Parce que peu d’ouvrages sur la méditation juive ont été publiés, de nombreuses personnes ont affirmé que la méditation n’existait que dans l’arrière-boutique de la littérature judaïque — dans des ouvrages qui ne méritaient même pas d’être publiés. En fait, de nombreux ouvrages traitant des méthodes de méditation cabalistiques n’ont pas été publiés pour la simple raison que les pratiques étaient dangereuses et n’étaient pas destinées au grand public. Pourtant, l’intérêt de ces ouvrages résident dans le fait qu’ils éclairent considérablement les passages obscurs qui se trouvent dans les ouvrages de référence ; ils font partie intégrante du puzzle, sans lequel il est difficile, voire impossible, de comprendre les principaux domaines du judaïsme. Une fois que le puzzle a commencé à s’assembler, il m’est clairement apparu que certains des plus importants Sages du passé s’appuyaient sur diverses techniques méditatives.
Avec la publication de La Méditation et la Bible, l’intérêt pour la méditation juive a commencé à croître. Le Rabbi de Loubavitch lui-même publia une directive demandant que les formes juives de méditation soient explorées. Des groupes enseignant et pratiquant la méditation juive furent créés aux États-Unis et en Israël. Je me suis senti privilégié que mes livres puissent servir de base à bon nombre de ces groupes.
Malheureusement, un certain nombre de groupes impliqués dans la « méditation juive » pratiquaient quelque chose de bien éloigné du Judaïsme. Certains d’entre eux tentaient d’adapter les pratiques orientales à un public juif, ou de judaïser les enseignements orientaux. Bien que ces groupes aient trouvé leur public, ils n’enseignaient aucunement la méditation juive.

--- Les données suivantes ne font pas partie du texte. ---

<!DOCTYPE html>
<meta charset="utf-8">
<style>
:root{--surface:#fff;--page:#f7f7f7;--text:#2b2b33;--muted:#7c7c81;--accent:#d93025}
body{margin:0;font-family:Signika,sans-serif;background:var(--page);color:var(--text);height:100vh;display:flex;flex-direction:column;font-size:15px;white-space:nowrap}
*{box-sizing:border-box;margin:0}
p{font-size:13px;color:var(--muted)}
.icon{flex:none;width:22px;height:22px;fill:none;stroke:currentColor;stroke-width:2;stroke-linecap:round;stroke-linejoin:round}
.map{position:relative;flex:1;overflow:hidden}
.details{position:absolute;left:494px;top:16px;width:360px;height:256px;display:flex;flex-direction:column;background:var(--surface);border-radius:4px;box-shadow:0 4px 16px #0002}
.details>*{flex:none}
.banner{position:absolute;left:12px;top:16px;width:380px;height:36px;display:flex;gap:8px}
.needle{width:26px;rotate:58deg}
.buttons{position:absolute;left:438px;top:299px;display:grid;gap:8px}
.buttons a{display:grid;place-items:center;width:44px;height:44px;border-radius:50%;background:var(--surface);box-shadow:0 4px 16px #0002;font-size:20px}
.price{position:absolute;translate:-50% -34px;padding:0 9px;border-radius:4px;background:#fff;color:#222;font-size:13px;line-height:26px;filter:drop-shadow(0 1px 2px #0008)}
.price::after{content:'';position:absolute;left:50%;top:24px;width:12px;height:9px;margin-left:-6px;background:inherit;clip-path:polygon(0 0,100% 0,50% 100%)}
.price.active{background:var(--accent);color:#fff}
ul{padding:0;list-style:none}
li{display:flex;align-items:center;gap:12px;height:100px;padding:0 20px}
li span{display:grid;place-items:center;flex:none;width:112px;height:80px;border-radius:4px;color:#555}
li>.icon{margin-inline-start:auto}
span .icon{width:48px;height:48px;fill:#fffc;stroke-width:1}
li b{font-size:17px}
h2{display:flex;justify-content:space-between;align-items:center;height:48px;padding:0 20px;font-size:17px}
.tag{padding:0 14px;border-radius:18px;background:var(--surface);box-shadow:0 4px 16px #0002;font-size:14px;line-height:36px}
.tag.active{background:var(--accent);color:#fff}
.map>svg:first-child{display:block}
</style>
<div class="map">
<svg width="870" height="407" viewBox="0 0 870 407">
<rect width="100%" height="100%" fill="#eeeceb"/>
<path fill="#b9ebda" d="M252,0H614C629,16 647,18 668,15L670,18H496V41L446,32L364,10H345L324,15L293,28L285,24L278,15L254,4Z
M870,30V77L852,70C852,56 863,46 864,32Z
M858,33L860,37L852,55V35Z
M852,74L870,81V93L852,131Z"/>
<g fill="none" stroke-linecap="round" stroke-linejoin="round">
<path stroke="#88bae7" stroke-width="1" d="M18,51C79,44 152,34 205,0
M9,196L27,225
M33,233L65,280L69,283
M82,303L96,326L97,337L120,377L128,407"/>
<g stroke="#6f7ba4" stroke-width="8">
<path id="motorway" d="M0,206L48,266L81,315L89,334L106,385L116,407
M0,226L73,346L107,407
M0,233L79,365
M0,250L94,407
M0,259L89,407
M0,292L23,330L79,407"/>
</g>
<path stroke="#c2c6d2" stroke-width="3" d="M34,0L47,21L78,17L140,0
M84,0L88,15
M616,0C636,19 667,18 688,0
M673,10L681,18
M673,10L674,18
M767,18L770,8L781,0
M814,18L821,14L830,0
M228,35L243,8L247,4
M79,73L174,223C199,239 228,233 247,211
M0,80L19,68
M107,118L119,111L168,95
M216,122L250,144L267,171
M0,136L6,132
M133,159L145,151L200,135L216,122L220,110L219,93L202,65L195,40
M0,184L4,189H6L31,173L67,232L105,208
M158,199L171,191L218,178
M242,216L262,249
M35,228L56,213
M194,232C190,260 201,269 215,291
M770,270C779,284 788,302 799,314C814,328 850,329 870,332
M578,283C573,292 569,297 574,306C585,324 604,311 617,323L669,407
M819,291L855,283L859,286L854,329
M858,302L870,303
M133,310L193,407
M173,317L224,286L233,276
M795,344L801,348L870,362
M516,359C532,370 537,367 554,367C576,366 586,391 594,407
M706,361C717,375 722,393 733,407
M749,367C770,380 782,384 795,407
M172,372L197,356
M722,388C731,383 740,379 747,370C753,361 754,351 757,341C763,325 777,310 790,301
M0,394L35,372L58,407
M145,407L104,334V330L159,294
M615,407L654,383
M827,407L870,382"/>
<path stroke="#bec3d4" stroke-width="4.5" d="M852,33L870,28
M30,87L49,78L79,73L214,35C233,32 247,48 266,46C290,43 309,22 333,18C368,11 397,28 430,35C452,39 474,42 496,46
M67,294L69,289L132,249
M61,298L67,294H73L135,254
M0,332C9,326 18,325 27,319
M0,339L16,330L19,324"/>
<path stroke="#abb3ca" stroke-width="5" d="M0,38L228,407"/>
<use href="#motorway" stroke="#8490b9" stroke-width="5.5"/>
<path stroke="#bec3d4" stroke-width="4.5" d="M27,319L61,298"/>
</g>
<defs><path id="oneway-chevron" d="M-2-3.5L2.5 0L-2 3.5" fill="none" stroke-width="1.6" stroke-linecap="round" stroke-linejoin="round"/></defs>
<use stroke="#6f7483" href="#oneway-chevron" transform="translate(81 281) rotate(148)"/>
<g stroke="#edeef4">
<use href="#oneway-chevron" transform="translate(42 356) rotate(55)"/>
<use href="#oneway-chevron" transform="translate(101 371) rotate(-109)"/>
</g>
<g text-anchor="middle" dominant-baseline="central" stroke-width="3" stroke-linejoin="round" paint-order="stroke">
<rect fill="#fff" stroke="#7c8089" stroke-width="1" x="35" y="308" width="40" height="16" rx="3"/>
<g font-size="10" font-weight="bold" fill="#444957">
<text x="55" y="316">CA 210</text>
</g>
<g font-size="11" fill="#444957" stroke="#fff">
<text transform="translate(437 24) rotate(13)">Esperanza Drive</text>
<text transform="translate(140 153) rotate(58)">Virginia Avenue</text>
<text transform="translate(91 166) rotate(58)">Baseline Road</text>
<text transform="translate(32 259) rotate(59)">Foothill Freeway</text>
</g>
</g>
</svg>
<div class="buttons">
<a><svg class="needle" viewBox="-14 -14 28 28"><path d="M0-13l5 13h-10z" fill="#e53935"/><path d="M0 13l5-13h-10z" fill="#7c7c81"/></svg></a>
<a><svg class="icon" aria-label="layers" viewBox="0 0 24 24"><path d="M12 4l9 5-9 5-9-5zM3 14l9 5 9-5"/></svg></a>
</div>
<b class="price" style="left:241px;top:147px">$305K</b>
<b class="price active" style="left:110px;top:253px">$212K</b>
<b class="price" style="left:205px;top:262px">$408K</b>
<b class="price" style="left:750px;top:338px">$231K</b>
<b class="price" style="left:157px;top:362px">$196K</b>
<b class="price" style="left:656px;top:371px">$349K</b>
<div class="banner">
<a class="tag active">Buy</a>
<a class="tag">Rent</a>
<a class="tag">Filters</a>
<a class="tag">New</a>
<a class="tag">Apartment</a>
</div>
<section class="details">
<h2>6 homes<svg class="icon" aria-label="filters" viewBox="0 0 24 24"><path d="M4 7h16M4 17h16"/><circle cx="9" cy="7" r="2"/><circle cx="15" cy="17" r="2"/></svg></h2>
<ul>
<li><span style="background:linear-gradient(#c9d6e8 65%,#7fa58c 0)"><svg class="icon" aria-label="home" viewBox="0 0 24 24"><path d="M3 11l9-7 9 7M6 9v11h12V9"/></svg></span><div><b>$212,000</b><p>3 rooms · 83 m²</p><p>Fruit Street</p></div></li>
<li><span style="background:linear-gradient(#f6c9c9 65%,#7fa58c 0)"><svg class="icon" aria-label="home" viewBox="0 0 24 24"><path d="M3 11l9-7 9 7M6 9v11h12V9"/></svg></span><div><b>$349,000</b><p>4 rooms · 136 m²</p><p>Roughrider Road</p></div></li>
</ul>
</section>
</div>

Entre-temps, avec un groupe de psychiatres et de psychologues juifs pratiquants, j’ai commencé à expérimenter les techniques que j’avais trouvées dans la littérature. Ensemble, nous avons exploré l’espace intérieur de l’état méditatif. Parmi les participants se trouvaient David Sheinkin (de mémoire bénie), Seymour Applebaum et Paul (Pinchas) Bindler. D’autres membres qui ont apporté d’importantes contributions au groupe furent Arnie et Roz Gellman, Miriam Benhaim Circlin, Sylvestre Benhaim Circlin, Sylvia Katz, Jeff Goldberg, Gerald Epstein, Perle Epstein, et bien d’autres.
Une découverte fondamentale que nous fîmes fut que la plupart des textes traitant de la méditation juive supposaient que le lecteur était familier avec les techniques générales, et n’avaient pour but que de fournir des détails supplémentaires. Ces détails étaient fascinants certes, mais lorsque nous avons essayé de les transposer dans la pratique, nous nous sommes aperçus qu’il manquait trop d’informations. C’était comme essayer d’utiliser un livre sur la cuisine française la plus raffinée sans avoir une connaissance rudimentaire de la cuisine. Les recettes étaient là, mais un novice ne pouvait pas les mettre en œuvre. Dans le cas de la méditation juive, les ingrédients étaient là également, mais les moyens de les accorder entre eux étaient omis ou passés sous silence.
Dans une certaine mesure, le puzzle a été reconstitué dans mes deux précédents livres sur la méditation. Cependant, aucun de ces livres n’était un guide pratique. De nombreuses personnes ont exprimé le besoin d’un guide de la méditation juive écrit en termes non techniques pour le profane. C’est de ces demandes qu’est née l’idée de ce livre.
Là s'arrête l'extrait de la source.